_Instructions for the task_. Collect all lines below with the string "stream".

══════

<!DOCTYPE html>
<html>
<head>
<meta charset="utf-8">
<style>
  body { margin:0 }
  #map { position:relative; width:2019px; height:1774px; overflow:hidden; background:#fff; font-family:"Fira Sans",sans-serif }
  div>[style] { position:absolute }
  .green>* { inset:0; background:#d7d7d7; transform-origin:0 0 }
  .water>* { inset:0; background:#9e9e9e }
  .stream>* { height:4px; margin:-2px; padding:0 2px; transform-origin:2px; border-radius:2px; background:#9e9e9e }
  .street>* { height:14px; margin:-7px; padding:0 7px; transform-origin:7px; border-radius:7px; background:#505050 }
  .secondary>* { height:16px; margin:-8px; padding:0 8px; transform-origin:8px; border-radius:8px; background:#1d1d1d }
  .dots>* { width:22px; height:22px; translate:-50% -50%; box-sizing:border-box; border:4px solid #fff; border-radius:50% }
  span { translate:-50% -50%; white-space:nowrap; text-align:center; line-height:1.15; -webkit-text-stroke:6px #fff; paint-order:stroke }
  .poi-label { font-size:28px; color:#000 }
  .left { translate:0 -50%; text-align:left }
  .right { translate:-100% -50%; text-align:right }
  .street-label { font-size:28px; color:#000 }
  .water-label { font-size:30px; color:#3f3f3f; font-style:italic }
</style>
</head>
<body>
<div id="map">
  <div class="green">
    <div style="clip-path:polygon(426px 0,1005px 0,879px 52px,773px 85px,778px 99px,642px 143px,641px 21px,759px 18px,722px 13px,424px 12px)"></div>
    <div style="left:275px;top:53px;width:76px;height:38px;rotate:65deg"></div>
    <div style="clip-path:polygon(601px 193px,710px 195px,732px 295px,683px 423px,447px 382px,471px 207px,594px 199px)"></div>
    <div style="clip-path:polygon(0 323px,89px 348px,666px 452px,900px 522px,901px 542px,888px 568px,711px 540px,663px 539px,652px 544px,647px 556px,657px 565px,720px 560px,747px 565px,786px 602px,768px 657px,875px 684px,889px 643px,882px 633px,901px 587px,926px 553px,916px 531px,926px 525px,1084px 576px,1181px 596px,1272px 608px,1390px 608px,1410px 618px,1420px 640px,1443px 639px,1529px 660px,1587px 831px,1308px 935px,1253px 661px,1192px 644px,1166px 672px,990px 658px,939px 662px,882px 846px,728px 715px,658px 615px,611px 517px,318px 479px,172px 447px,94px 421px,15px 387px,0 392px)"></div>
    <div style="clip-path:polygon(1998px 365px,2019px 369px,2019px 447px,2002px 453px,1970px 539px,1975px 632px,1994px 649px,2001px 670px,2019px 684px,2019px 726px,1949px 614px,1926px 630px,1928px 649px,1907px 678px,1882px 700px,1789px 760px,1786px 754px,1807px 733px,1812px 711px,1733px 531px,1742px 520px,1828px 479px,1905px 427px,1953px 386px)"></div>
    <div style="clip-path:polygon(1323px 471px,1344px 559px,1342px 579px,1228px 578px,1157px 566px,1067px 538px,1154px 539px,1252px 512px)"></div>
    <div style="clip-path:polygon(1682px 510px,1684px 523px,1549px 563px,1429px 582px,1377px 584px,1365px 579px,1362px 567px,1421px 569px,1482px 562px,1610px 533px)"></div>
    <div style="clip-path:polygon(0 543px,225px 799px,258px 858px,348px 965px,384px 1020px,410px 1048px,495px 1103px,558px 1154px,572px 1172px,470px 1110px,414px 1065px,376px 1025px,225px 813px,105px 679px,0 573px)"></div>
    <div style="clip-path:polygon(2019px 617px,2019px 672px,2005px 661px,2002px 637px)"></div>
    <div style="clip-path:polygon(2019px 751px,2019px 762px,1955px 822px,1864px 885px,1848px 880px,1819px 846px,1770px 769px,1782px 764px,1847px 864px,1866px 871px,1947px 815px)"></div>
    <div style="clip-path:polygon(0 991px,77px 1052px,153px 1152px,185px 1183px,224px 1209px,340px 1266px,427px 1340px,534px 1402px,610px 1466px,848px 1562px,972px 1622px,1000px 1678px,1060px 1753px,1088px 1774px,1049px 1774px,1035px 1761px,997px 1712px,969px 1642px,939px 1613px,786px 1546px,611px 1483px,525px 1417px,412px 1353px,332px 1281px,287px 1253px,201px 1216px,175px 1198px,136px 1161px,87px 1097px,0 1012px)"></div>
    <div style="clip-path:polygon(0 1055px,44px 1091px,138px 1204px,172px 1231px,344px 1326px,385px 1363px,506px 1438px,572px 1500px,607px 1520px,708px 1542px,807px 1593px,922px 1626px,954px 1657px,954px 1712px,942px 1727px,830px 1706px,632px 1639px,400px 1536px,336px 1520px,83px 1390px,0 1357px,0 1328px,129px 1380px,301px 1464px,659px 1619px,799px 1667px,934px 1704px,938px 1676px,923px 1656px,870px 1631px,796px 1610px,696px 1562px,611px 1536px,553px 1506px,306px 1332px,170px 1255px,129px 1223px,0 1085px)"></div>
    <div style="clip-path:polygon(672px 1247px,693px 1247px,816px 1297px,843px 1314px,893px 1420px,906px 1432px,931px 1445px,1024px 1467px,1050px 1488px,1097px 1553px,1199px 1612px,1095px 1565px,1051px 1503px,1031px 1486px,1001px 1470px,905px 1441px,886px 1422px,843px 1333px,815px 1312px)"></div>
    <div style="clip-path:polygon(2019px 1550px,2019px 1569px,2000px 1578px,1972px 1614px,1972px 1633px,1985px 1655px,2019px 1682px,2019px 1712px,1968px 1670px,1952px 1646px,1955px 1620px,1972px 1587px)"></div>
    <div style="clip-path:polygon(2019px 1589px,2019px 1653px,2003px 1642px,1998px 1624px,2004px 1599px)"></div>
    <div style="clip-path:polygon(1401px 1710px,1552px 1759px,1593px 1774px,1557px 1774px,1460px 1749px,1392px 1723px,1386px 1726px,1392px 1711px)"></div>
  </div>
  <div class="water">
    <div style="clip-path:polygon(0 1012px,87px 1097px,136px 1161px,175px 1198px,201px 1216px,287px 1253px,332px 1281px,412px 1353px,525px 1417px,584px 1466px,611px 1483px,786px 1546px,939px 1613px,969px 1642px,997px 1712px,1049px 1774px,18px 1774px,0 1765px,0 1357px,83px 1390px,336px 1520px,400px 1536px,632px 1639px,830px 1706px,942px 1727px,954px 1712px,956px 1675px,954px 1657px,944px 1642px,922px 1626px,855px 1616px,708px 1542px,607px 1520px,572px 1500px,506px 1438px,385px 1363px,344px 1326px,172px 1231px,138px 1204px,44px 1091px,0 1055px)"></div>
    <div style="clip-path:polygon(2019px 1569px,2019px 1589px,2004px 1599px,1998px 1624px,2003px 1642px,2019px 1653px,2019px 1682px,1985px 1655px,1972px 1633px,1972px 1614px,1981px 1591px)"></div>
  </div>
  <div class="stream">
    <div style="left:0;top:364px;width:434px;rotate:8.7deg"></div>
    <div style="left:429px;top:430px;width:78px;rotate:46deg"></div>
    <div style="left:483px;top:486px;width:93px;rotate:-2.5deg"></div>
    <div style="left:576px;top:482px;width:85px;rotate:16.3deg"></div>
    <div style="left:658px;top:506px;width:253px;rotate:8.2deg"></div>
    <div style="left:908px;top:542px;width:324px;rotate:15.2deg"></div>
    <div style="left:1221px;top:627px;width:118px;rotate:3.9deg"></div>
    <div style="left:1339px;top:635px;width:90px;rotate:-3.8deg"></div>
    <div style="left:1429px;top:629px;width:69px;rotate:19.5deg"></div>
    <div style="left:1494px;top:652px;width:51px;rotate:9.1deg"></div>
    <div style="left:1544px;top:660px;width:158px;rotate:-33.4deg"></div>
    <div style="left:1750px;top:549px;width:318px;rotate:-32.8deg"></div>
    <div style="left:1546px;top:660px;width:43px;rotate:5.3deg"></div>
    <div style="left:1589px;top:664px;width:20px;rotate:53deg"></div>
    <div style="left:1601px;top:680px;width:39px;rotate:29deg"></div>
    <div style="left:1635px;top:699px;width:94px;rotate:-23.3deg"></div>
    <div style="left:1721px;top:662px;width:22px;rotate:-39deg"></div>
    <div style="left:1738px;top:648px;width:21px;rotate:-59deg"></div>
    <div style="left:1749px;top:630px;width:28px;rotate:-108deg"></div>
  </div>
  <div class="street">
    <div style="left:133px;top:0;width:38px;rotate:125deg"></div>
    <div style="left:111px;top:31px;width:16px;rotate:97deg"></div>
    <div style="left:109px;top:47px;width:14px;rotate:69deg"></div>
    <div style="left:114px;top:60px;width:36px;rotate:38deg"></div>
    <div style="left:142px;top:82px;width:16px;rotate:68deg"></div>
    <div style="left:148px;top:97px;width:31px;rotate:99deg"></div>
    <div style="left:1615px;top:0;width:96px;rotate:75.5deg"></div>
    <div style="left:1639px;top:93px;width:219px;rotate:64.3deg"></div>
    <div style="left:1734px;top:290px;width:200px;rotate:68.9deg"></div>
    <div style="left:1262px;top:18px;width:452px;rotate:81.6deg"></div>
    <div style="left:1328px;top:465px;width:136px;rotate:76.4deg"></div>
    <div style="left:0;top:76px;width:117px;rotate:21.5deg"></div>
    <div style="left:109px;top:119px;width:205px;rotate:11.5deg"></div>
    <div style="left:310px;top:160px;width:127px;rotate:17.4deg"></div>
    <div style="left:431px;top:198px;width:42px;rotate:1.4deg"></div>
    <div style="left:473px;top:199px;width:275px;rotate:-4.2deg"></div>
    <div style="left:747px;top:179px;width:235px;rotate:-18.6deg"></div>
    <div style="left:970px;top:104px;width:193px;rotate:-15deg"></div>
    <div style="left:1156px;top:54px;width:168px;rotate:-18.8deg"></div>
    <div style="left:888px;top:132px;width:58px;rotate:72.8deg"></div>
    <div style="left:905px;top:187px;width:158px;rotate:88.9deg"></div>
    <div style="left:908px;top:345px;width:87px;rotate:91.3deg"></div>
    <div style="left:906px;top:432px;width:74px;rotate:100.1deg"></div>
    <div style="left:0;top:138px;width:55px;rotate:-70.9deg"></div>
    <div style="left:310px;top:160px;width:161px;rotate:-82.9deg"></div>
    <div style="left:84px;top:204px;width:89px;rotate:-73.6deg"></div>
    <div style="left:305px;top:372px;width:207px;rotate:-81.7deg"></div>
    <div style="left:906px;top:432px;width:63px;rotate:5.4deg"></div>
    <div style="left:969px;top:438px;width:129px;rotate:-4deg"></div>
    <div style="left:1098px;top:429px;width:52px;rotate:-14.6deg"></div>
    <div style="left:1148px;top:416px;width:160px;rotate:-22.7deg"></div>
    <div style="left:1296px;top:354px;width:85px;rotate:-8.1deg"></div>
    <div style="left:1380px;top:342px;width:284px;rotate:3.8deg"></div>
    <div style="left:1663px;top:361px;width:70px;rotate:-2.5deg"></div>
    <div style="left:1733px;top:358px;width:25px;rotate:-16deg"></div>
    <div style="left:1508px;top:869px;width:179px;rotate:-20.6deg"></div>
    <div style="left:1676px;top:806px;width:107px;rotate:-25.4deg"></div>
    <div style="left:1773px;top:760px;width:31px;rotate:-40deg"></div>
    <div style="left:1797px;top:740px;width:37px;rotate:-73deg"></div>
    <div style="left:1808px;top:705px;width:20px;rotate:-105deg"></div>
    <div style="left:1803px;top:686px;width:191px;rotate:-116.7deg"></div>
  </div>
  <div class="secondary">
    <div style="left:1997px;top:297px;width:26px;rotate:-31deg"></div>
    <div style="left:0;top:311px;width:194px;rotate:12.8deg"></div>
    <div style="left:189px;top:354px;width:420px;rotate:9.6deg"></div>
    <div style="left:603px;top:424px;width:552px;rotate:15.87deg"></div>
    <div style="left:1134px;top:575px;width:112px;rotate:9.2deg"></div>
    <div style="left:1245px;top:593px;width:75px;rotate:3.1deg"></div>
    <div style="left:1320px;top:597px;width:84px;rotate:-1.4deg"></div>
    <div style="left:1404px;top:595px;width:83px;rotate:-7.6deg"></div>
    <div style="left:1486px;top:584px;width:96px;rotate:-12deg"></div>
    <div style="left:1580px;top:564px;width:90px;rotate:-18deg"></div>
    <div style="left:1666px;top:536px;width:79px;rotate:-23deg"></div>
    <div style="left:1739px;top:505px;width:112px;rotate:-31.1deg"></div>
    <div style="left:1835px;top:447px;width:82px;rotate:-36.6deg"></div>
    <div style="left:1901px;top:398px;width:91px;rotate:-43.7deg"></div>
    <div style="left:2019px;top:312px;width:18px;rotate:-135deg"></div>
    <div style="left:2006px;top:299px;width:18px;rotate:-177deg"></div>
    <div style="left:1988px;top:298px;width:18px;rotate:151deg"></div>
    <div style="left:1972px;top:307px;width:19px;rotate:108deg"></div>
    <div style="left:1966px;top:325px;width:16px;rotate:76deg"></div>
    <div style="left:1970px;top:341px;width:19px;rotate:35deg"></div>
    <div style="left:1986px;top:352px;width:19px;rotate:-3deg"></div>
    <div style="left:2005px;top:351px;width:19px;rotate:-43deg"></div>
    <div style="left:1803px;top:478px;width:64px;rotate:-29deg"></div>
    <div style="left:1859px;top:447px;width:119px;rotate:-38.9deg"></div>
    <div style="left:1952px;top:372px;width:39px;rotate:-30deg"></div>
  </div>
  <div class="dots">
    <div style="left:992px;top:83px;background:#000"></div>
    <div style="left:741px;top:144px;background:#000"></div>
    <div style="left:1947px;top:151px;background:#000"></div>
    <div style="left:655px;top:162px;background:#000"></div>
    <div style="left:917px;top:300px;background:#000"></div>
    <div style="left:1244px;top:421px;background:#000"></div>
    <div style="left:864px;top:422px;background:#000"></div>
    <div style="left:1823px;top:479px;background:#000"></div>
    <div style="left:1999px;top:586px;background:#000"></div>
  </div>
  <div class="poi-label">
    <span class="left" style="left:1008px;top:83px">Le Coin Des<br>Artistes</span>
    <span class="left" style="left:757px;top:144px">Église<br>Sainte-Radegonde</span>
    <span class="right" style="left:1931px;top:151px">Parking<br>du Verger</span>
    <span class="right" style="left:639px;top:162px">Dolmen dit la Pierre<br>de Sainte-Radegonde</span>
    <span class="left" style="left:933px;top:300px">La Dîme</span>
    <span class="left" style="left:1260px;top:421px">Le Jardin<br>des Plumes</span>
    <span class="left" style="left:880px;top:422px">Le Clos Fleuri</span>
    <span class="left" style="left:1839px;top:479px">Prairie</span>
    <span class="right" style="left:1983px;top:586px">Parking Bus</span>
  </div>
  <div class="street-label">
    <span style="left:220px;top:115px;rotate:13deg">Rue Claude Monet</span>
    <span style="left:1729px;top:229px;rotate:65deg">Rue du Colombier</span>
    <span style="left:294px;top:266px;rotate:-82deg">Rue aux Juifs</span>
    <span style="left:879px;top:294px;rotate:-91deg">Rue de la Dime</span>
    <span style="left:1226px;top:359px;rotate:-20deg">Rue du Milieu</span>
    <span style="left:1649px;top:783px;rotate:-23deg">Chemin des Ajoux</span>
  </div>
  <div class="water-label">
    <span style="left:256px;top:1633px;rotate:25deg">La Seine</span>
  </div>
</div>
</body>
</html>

══════

_Result_.
  .stream>* { height:4px; margin:-2px; padding:0 2px; transform-origin:2px; border-radius:2px; background:#9e9e9e }
  <div class="stream">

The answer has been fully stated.